The dictionary defines outrage as an act – and a response to an act – deemed to be grossly offensive to decency, morality or good taste. Are swathes of New Zealanders really clutching at their collective petticoats each new morning over the day’s latest outrage, squawking like constipated stoats and indignantly demanding that those responsible be brought to heel?

Or is it faintly possible that much of the outrage industry reveals less about the real world than a kind of elite hysteria?

One can’t help noticing a couple of things. First, these outrageous offenses always seem to be about race and/or sex, and never about some of the day-to-day stuff I really care about, like people who sign emails with initials or cellphone addicts or some of the really gruesome things (messianic loonies in the Middle East, child traffickers in Asia, narco- sadists in Mexico, etc) out there in this planet we call home.
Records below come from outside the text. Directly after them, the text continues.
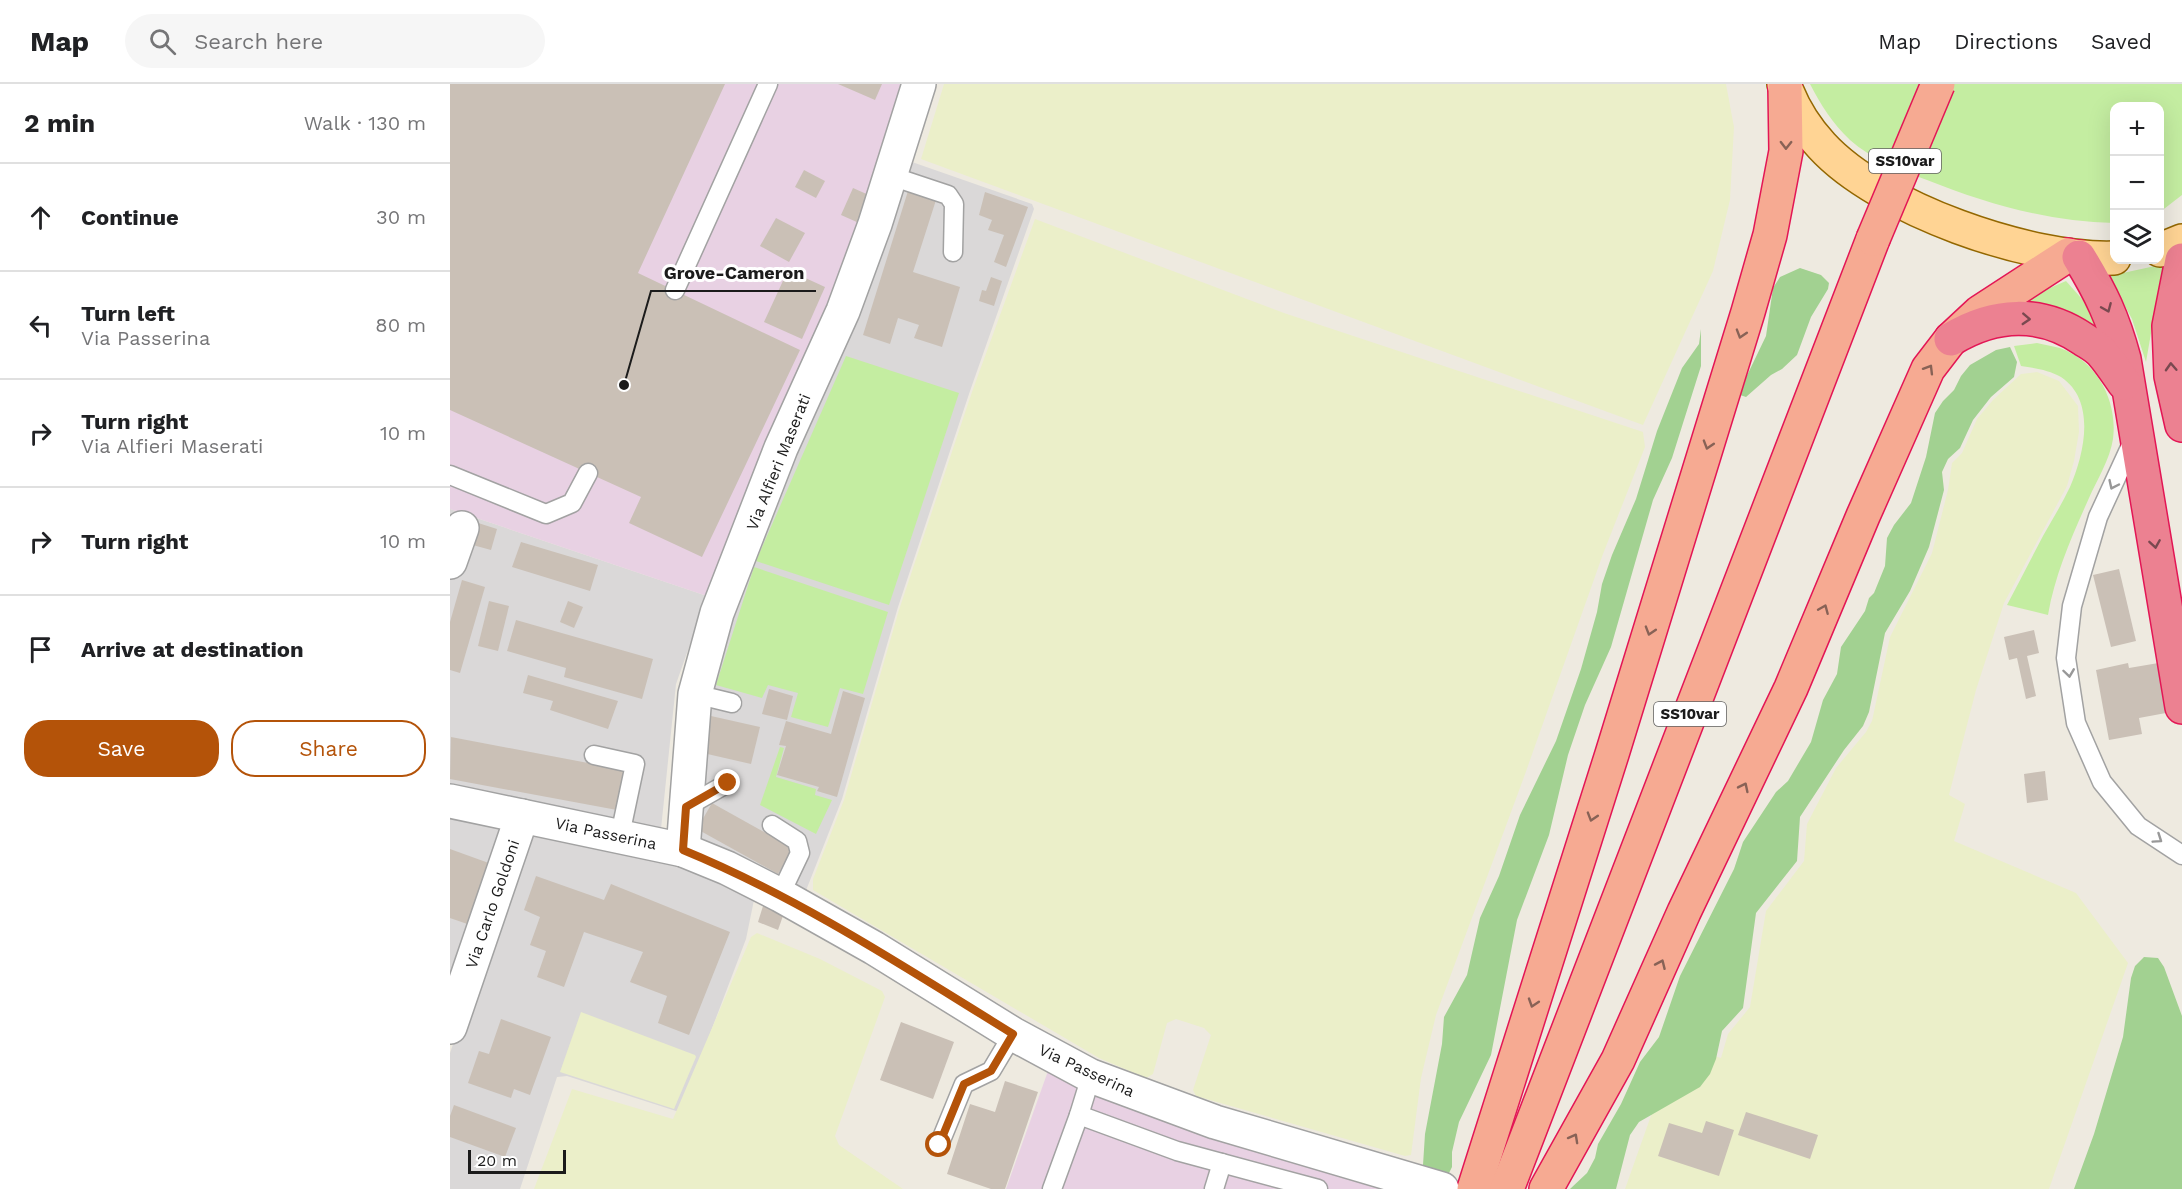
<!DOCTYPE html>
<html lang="en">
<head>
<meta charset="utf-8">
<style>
	body { margin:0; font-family:"Work Sans",sans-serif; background:#f6f6f6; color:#202124 }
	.controls { position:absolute; right:18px; top:18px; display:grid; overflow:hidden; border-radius:12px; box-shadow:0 6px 24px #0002 }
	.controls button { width:54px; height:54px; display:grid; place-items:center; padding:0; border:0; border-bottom:2px solid #e0e0e0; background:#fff; color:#202124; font:30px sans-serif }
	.scale { position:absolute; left:18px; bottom:15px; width:98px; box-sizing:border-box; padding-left:6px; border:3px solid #1b1b1b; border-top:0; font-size:16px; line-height:21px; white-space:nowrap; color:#1b1b1b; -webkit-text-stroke:4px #fff; paint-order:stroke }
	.stop { position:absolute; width:18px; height:18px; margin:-14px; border:4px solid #b45309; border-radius:50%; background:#fff }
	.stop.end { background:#b45309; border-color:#fff; box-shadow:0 2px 6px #0008 }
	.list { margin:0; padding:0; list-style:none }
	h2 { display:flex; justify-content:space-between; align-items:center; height:78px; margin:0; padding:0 24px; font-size:26px }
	h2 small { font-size:20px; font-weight:400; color:#757577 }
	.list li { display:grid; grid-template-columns:39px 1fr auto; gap:18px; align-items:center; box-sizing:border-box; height:108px; padding:0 24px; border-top:2px solid #e0e0e0 }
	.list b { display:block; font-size:22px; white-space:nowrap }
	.list p { margin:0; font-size:20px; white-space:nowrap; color:#757577 }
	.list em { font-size:20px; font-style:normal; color:#757577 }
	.actions { display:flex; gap:12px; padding:18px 24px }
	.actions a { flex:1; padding:14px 0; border:2px solid #b45309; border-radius:24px; text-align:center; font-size:21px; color:#b45309 }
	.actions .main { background:#b45309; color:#fff }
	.icon { flex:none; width:33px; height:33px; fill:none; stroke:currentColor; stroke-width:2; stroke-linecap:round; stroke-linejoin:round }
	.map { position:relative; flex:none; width:1732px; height:1105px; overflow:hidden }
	header { display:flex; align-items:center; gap:36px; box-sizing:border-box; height:84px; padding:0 30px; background:#fff; border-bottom:2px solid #e0e0e0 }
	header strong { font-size:28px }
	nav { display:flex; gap:33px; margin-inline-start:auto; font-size:21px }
	.search { width:420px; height:54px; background:#f6f6f6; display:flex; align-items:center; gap:15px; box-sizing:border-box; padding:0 21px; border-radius:33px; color:#757577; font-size:22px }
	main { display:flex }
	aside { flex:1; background:#fff }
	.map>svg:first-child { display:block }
	.residential { fill:#dad8d8 }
	.industrial { fill:#e8d1e3 }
	.farmland { fill:#ebefc9 }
	.grass { fill:#c4eda1 }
	.forest { fill:#a2d191 }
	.building { fill:#cac0b6 }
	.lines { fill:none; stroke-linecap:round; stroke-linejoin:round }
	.service-casing { stroke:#a2a2a2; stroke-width:21 }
	.minor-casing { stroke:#a2a2a2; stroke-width:36 }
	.primary-casing { stroke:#936700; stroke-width:36 }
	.trunk-casing { stroke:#e31655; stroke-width:36 }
	.motorway-casing { stroke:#e31655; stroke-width:36 }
	.service { stroke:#fff; stroke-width:18 }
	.minor { stroke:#fff; stroke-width:33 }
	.primary { stroke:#ffd494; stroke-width:33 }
	.trunk { stroke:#f6aa92; stroke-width:33 }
	.motorway { stroke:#ec8191; stroke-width:33 }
	.trunk-bridge-casing { stroke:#e31655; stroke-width:36; stroke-linecap:butt }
	.trunk-bridge { stroke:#f6aa92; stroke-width:33 }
	.oneway { stroke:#886256 }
	.oneway2 { stroke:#794950 }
	.oneway3 { stroke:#989898 }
	.route { stroke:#b45309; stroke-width:8 }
	.labels { text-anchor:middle; stroke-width:6; stroke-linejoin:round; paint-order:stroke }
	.shield { fill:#fff; stroke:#5f5f5f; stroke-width:1.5 }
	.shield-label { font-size:15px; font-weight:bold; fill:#1b1b1b }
	.street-label { font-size:16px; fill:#1b1b1b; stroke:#fff }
	.leader { fill:none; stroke:#1b1b1b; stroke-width:2 }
	.callout-dot { fill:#1b1b1b; stroke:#fff; stroke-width:2 }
	.callout-label { font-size:18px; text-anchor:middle; font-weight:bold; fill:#1b1b1b; stroke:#fff; stroke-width:6; stroke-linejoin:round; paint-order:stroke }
</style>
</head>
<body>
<header>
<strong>Map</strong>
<div class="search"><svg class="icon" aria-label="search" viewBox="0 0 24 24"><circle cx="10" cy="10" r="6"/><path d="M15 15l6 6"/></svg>Search here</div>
<nav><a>Map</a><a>Directions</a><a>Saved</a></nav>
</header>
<main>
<aside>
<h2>2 min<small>Walk · 130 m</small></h2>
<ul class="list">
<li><svg class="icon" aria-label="ahead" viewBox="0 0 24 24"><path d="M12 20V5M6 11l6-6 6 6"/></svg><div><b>Continue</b></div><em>30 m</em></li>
<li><svg class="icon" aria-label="left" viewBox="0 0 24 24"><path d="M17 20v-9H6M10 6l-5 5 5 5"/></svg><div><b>Turn left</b><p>Via Passerina</p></div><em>80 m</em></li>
<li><svg class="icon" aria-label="right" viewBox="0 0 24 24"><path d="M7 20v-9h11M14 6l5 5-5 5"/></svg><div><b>Turn right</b><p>Via Alfieri Maserati</p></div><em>10 m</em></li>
<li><svg class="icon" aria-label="right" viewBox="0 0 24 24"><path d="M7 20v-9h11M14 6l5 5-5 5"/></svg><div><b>Turn right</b></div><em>10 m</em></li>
<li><svg class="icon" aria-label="arrive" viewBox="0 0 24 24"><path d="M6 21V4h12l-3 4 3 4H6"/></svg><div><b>Arrive at destination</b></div></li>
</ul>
<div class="actions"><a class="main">Save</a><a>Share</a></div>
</aside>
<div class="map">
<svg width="1732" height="1105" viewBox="0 0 1732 1105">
	<rect width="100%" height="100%" fill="#eeeae0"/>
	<g class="residential">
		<path d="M462 78 582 120 584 125 520 307 448 523 392 715 355 809 249 759 253 605 455 80Z"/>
		<path d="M0 425 257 512 226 600 211 745 0 707Z"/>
		<path d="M0 728 57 744 0 923Z"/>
		<path d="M88 745 242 778 304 816 296 855 231 1026 226 1027 117 992 107 993 70 1105H0V969L74 754Z"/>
	</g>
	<g class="industrial">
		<path d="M0 0H458L402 176 257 512 0 425Z"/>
		<path d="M598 987 964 1105H556Z"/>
	</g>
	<g class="farmland">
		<path d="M494 0H1276L1284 43 1280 116 1263 187 1193 341 471 75Z"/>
		<path d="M585 135 834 229 1193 348 1195 363 1153 470 1074 693 986 931 971 994 961 1071 955 1072 746 1012 743 1006 761 951 754 944 726 935 717 939 703 990 696 994 649 974 363 806V795L394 716 449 526 522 308Z"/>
		<path d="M1587 288 1609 297 1628 322 1629 348 1624 377 1617 402 1554 519 1526 606 1499 711 1515 720 1504 757 1626 809 1678 879 1599 1105H1175L1226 961 1271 974 1278 950 1300 923 1316 827 1354 777 1357 740 1386 684 1416 648 1422 637 1440 553 1482 469 1498 406 1502 379 1512 369 1527 335 1543 316 1571 290Z"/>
		<path d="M307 849 370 875 432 907 435 913 385 1052 389 1061 453 1105H84L122 1005 223 1035 301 853Z"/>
		<path d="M131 928 245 971 246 973 224 1025 110 988Z"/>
	</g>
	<g class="grass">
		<path d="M1360 0H1732V111L1710 128V22H1664V139C1600 138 1537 120 1477 96 1450 86 1421 75 1400 56 1382 39 1371 21 1360 0Z"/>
		<path d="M1719 179 1704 232 1696 278 1682 235 1659 192Z"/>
		<path d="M1616 197 1632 215 1655 252 1565 219Z"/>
		<path d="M1587 259C1594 261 1603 262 1610 264 1647 277 1668 317 1663 355 1660 375 1647 396 1639 414 1622 452 1605 490 1598 531L1557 521C1569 498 1581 475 1593 452 1602 436 1612 420 1620 403 1634 371 1647 317 1611 293 1599 286 1585 284 1571 282L1564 262Z"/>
		<path d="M396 272 509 309 439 521 306 477Z"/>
		<path d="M304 483 438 528 413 610 390 604 378 643 341 633 348 609 318 601 312 614 266 601Z"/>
		<path d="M330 663 334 664 326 693 366 705 365 711 382 716 366 750 310 721Z"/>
	</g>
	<g class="forest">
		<path d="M1350 184 1371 191 1379 199 1378 205 1361 233 1347 271 1332 285 1321 291 1296 313 1290 311 1291 304 1316 252 1323 204 1330 193Z"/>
		<path d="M1251 245V282L1222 374 1203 416 1161 563 1135 621 1118 671 1099 751 1067 836 1041 971 1009 1038 1002 1068V1083L997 1093 978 1086 973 1081 975 1050 992 960 994 933 1017 891 1030 834 1049 792 1070 731 1106 657 1131 585 1147 528 1152 500 1162 471 1186 415 1207 347 1232 284 1249 260Z"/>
		<path d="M1560 263 1567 278 1564 293 1541 313 1523 336 1510 364 1498 375 1492 388 1494 406 1479 463 1460 507 1435 549 1419 628 1413 642 1394 666 1350 733 1347 777 1306 829 1293 924 1272 947 1266 975 1260 990 1250 1003 1189 1038 1180 1051 1166 1105H1120L1137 1089 1145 1074 1148 1060 1171 1020 1190 978 1209 953 1230 892 1284 785 1293 758 1326 708 1338 697 1361 658 1373 616 1387 590 1391 563 1415 527 1419 514 1424 509 1435 482 1437 454 1444 441 1461 419 1476 373 1485 329 1493 317 1504 306 1511 292 1520 281 1546 266Z"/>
		<path d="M1694 873 1708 874 1714 883 1732 932V1105H1624L1644 1050 1673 953 1681 894 1685 882Z"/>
	</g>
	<g class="building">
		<path d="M0 0H275L188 189 350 266 252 473 179 439 191 413 0 326Z"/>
		<path d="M388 0H432L425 16Z"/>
		<path d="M354 86 375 97 366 114 345 103Z"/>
		<path d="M403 104 421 112 409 139 391 131Z"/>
		<path d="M458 107 486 116 463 188 510 203 492 263 464 254 469 241 448 234 440 260 413 251Z"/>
		<path d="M535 108 578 123 556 183 544 178 554 151 538 146 542 136 529 131Z"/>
		<path d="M326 134 355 149 339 178 310 162Z"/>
		<path d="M338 186 375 203 352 255 314 238Z"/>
		<path d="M541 193 552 197 544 222 529 217 532 206 536 207Z"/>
		<path d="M25 438 47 445 41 466 19 460Z"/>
		<path d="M71 458 148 481 140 507 62 483Z"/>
		<path d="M1669 485 1686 557 1661 563 1643 491Z"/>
		<path d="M12 496 35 503 10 589 0 586V538Z"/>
		<path d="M39 517 59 522 48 567 28 562Z"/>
		<path d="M118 517 133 523 124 544 110 538Z"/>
		<path d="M66 536 203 575 192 615 114 593 116 584 57 567Z"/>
		<path d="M1584 546 1589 569 1577 572 1586 612 1576 615 1567 574 1559 576 1554 553Z"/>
		<path d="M1732 575V626L1689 634 1692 650 1659 656 1646 586 1678 579 1679 584Z"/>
		<path d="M78 591 168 617 158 645 100 626 103 617 73 609Z"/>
		<path d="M319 605 343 612 337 636 312 630Z"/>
		<path d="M393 607 415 614 387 713 367 707 369 703 327 691 336 662 329 661 336 637 381 650Z"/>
		<path d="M261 632 310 643 301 680 253 669Z"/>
		<path d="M1 653 175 686 167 726 0 695Z"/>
		<path d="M1595 687 1598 716 1577 719 1574 690Z"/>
		<path d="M262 719 343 764 328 790 247 745Z"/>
		<path d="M0 765 47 782 26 843 0 834Z"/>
		<path d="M86 792 154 816 161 800 280 848 239 951 208 939 217 912 180 898 193 868 134 848 114 903 87 893 96 867 80 861 90 833 74 826Z"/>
		<path d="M313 822 334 829 328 846 308 838Z"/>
		<path d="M51 935 101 953 80 1011 64 1005 61 1014 18 999 29 967 39 970Z"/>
		<path d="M451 938 504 958 483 1015 430 996Z"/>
		<path d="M555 997 588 1008 555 1105H541L497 1090 520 1020 545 1028Z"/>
		<path d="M4 1021 66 1044 55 1073 0 1053V1032Z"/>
		<path d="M1296 1028 1368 1051 1360 1075 1288 1051Z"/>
		<path d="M1256 1037 1284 1046 1269 1092 1208 1072 1219 1039 1252 1049Z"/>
	</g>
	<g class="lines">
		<defs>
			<g id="service">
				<path d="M441 92 498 111 504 120 503 168"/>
				<path d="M225 206 318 0"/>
				<path d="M1684 355 1648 433 1622 522 1616 574 1626 639 1652 698 1688 742 1732 771"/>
				<path d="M0 391 96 430 122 419 138 389"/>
				<path d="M245 610 282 619"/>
				<path d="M144 671 185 680 170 751"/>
				<path d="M236 723 278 699"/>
				<path d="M322 741 347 757 350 769 330 811"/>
				<path d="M629 1031 727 1067 868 1105"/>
				<path d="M489 1061 514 1000 541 987 563 950"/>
				<path d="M602 1105 629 1031 641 992"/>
				<path d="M764 1105 772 1079"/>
			</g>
			<g id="minor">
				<path d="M0 478 12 444"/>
				<path d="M0 717 233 766 277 784 330 811 424 864 563 950 641 992 765 1038 992 1105"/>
				<path d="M233 766 245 610 267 529 331 364 393 227 425 140 469 0"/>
				<path d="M0 943 72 732"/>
			</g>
			<g id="primary">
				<path d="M1334 0C1342 22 1356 45 1372 62 1430 125 1580 177 1664 174"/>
				<path d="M1710 166 1732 157"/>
			</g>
			<g id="trunk">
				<path d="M1024 1105 1162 670 1298 228 1320 151 1336 67 1335 3"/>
				<path d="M1057 1105 1423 155"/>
				<path d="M1096 1105 1168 976 1234 828 1341 604 1413 432 1478 285 1501 255 1530 228 1618 171"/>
			</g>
			<g id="motorway">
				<path d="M1629 173C1651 209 1663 234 1674 275L1732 623"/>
				<path d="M1732 176 1719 242 1721 292 1732 341"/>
				<path d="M1501 255C1544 229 1590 226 1633 255 1639 259 1647 263 1652 269 1660 278 1667 289 1674 299"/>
			</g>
		</defs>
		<use href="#service" class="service-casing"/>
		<use href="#minor" class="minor-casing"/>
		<use href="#primary" class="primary-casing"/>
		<use href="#trunk" class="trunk-casing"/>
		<use href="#motorway" class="motorway-casing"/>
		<use href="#service" class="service"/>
		<use href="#minor" class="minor"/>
		<use href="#primary" class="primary"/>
		<use href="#trunk" class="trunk"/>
		<use href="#motorway" class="motorway"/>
		<defs>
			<path id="trunk-bridge" d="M1423 155 1488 0"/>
		</defs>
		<use href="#trunk-bridge" class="trunk-bridge-casing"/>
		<use href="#trunk-bridge" class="trunk-bridge"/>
	</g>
	<defs><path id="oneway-chevron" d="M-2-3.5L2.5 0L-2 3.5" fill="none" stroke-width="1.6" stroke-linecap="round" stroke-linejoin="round" transform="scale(1.5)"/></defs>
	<g class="oneway">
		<use href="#oneway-chevron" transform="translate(1336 61) rotate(91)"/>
		<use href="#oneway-chevron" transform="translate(1291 250) rotate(107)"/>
		<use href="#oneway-chevron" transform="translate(1479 285) rotate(-59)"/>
		<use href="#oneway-chevron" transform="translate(1258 361) rotate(107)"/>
		<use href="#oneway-chevron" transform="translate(1374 525) rotate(-67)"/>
		<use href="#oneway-chevron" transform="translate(1200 547) rotate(107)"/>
		<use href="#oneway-chevron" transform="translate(1294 703) rotate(-64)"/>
		<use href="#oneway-chevron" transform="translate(1142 733) rotate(107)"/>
		<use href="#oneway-chevron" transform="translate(1211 880) rotate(-66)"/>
		<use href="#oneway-chevron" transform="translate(1083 919) rotate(108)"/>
		<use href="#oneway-chevron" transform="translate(1124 1054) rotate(-61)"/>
	</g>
	<g class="oneway2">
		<use href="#oneway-chevron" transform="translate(1657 224) rotate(67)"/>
		<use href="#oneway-chevron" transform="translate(1576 235) rotate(3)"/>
		<use href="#oneway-chevron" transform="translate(1721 283) rotate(-93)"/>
		<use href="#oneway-chevron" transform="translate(1705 460) rotate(81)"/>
	</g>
	<g class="oneway3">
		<use href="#oneway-chevron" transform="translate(1663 401) rotate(115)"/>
		<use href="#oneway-chevron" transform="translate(1619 589) rotate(82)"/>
		<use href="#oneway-chevron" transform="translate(1708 755) rotate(34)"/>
	</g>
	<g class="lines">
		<path class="route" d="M278 699 236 723 233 766C350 814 456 884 563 950L541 987 514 1000 489 1061"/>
	</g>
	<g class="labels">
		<g class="shield">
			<rect x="1419" y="65" width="72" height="24" rx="4.5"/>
			<rect x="1204" y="618" width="72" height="24" rx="4.5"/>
		</g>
		<g class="shield-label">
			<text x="1455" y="82">SS10var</text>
			<text x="1240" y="635">SS10var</text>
		</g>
		<g class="street-label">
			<text transform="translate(328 378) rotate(-68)" y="6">Via Alfieri Maserati</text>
			<text transform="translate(156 749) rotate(12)" y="6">Via Passerina</text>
			<text transform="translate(42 820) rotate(-71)" y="6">Via Carlo Goldoni</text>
			<text transform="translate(637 986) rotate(25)" y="6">Via Passerina</text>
		</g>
	</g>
	<path class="leader" d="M174 301L201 207H366"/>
	<circle class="callout-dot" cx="174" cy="301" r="6"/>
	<g class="callout-label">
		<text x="284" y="195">Grove-Cameron</text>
	</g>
</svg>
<div class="controls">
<button>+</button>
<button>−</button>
<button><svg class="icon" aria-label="layers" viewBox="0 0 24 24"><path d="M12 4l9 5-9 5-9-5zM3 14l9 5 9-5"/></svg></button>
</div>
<div class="scale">20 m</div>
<div class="stop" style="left:489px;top:1061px"></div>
<div class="stop end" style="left:278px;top:699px"></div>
</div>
</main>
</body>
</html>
Second, and even more curiously, the local news media here in Godzone generates almost as much of the outrage from within its own ranks as what it reports. Indeed, one of the very worst reoffenders on both counts is somebody called Paul Henry, the host of a pretty good new television news show and the author of a pretty bad book still in the best-seller lists titled … Outraged.

Read more: Our review of Paul Henry’s Outraged

Outraged is a pretty outrageous effort for all the wrong reasons. Henry bangs on and on about people who weigh too much or smoke cigarettes or sleep with members of the same sex. He could possibly benefit from slinging the odd shoe at his own reflection. The work brims with insecure diction and spurious dignity as the author belabors his prejudices, and his sentences bump and grind like mating cockroaches.

Not that I’m offended, mind, or demanding an apology.

Besides, I’ve just discovered a far superior book on the same theme, The Joy of Hate: How to Triumph Over Whiners in the Age of Phony Outrage, by American journalist Greg Gutfeld. Virtually all of the new-fangled outrage, Gutfeld decides, is about emotional gratification and emotional release: “As I have gotten older,” he writes by way of introduction, “I have come to realise how the things normally deemed offensive don’t bother me anymore. I’m speaking of sexual acts, explicit lyrics in music, garlic knots, staplers and tweed scarves.”

I’m with him on most of this (except the tweed scarves – how dare he?) and, especially, what he too identifies as the oh-so-liberal engine room of so much of this manufactured outrage: poor attempts at humour involving race or sex.

A recent ‘controversy’ here in New Zealand over a Facebook post by a local nightclub owner is the perfect example. According to news reports, Neill Andrews, a DJ who runs something called the Famous nightclub, declared that his establishment doesn’t welcome “groups of creepy Indian rapists” – not because the club is racist, he wrote, but because they “also don’t buy alcohol”. There followed the usual vats of moral outrage and demands for a tearful apology.

Don’t get me wrong. Neill Andrews – on this occasion, at least – behaved like an ass; indeed, if there’s ever been an expert on behaving like an ass, that’s me. But as far as profound outrage, here as elsewhere, I’m not much of a starter.

Racist remarks aren’t so much offensive; they are, as Gutfield points out, simply racist. Which is sort of helpful. You get to know who the racists are, and if you’re on the right side of the subject, you get to avoid them. What’s so outrageous about that?

Especially not in the same news cycle – as happened on this occasion – that also saw reports of alcohol-fuelled bashings and domestic violence at home, devastating weather conditions elsewhere and God knows how many new deaths in Syria.

In all these cases, not a squeak of reported outrage was to be heard – possibly, one supposes, because there aren’t any racist- sounding DJs in Damascus. Now isn’t that an outrage?